»»

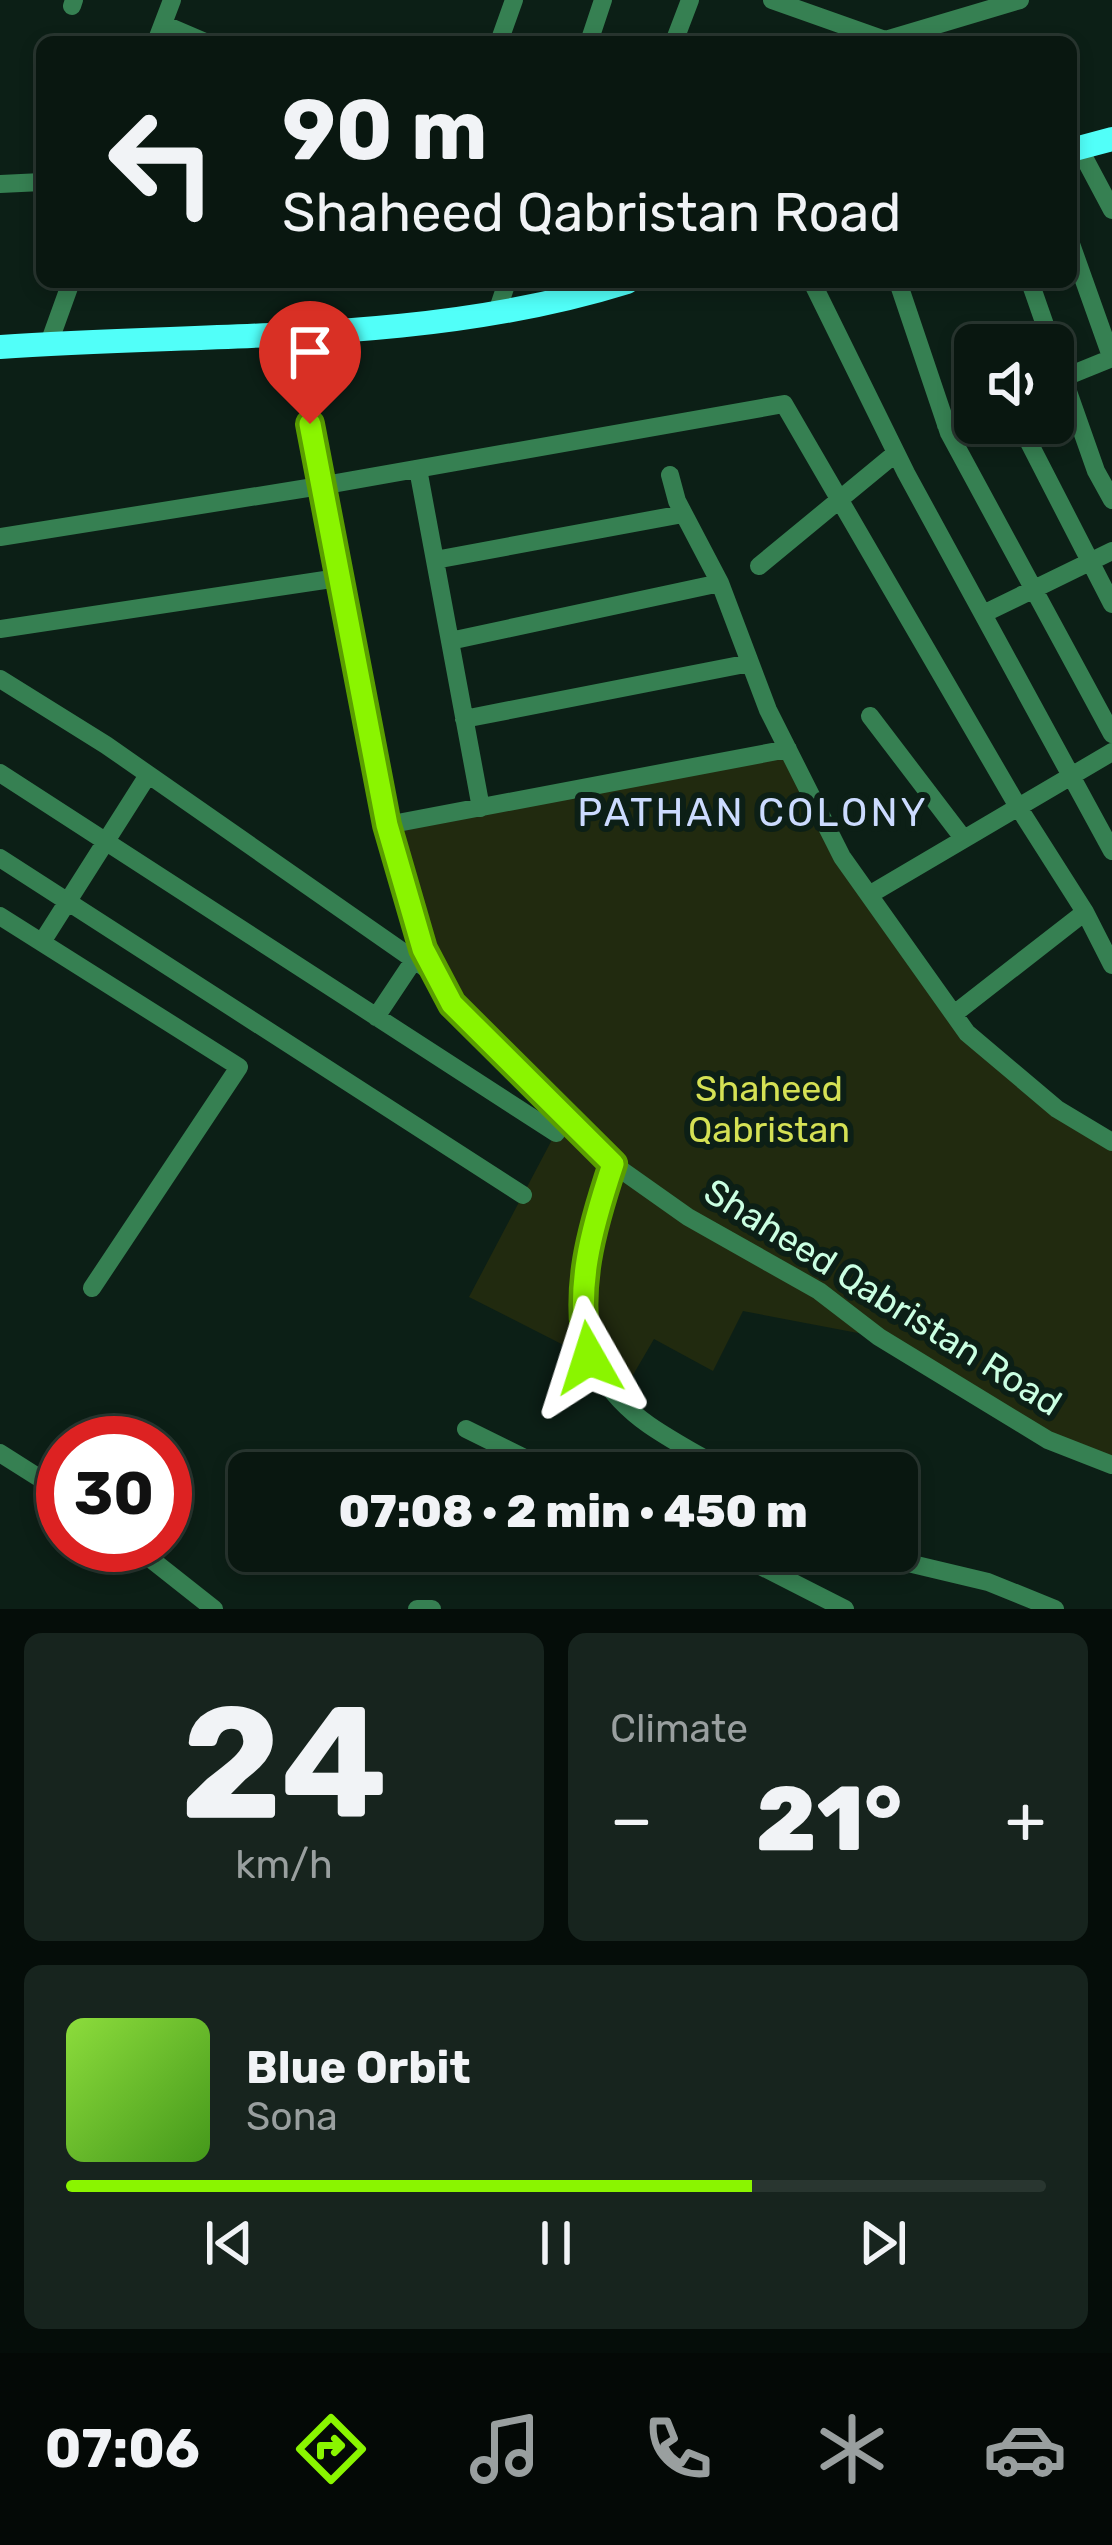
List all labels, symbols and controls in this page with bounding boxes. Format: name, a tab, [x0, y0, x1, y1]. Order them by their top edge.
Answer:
text: 90 m	[282, 80, 488, 180]
icon: left	[84, 84, 240, 240]
text: Shaheed Qabristan Road	[282, 181, 901, 245]
pin	[259, 301, 361, 424]
icon: arrive	[277, 319, 343, 385]
map controls	[954, 324, 1074, 444]
button: sound	[954, 324, 1074, 444]
district label: PATHAN COLONY	[577, 790, 929, 836]
park label: Shaheed Qabristan	[688, 1067, 850, 1151]
street label: Shaheed Qabristan Road	[696, 1169, 1070, 1425]
position arrow	[526, 1295, 652, 1421]
speed limit sign: 30	[36, 1416, 192, 1572]
text: 07:08 · 2 min · 450 m	[338, 1485, 808, 1538]
text: 24	[180, 1671, 388, 1856]
text: Climate	[610, 1706, 748, 1752]
text: 21°	[756, 1766, 902, 1873]
text: −	[610, 1780, 653, 1859]
text: +	[1005, 1780, 1046, 1859]
text: km/h	[235, 1842, 333, 1888]
text: Blue Orbit	[246, 2041, 470, 2094]
text: Sona	[246, 2094, 338, 2140]
icon: previous	[196, 2210, 262, 2276]
icon: pause	[523, 2210, 589, 2276]
icon: next	[850, 2210, 916, 2276]
icon: directions	[289, 2407, 373, 2491]
icon: music	[463, 2407, 547, 2491]
icon: phone	[636, 2407, 720, 2491]
icon: climate	[810, 2407, 894, 2491]
icon: car	[983, 2407, 1067, 2491]
text: 07:06	[45, 2417, 200, 2481]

««

> EXERCISE GOAL
Print each entry shown above with exact wording and no pictures.

> FINISHED EXERCISE
List all labels, symbols and controls in this page with bounding boxes. Format: name, a tab, [x0, y0, x1, y1]. Order them by their top edge.
Answer:
text: 90 m	[282, 80, 488, 180]
icon: left	[84, 84, 240, 240]
text: Shaheed Qabristan Road	[282, 181, 901, 245]
pin	[259, 301, 361, 424]
icon: arrive	[277, 319, 343, 385]
map controls	[954, 324, 1074, 444]
button: sound	[954, 324, 1074, 444]
district label: PATHAN COLONY	[577, 790, 929, 836]
park label: Shaheed Qabristan	[688, 1067, 850, 1151]
street label: Shaheed Qabristan Road	[696, 1169, 1070, 1425]
position arrow	[526, 1295, 652, 1421]
speed limit sign: 30	[36, 1416, 192, 1572]
text: 07:08 · 2 min · 450 m	[338, 1485, 808, 1538]
text: 24	[180, 1671, 388, 1856]
text: Climate	[610, 1706, 748, 1752]
text: 21°	[756, 1766, 902, 1873]
text: −	[610, 1780, 653, 1859]
text: +	[1005, 1780, 1046, 1859]
text: km/h	[235, 1842, 333, 1888]
text: Blue Orbit	[246, 2041, 470, 2094]
text: Sona	[246, 2094, 338, 2140]
icon: previous	[196, 2210, 262, 2276]
icon: pause	[523, 2210, 589, 2276]
icon: next	[850, 2210, 916, 2276]
icon: directions	[289, 2407, 373, 2491]
icon: music	[463, 2407, 547, 2491]
icon: phone	[636, 2407, 720, 2491]
icon: climate	[810, 2407, 894, 2491]
icon: car	[983, 2407, 1067, 2491]
text: 07:06	[45, 2417, 200, 2481]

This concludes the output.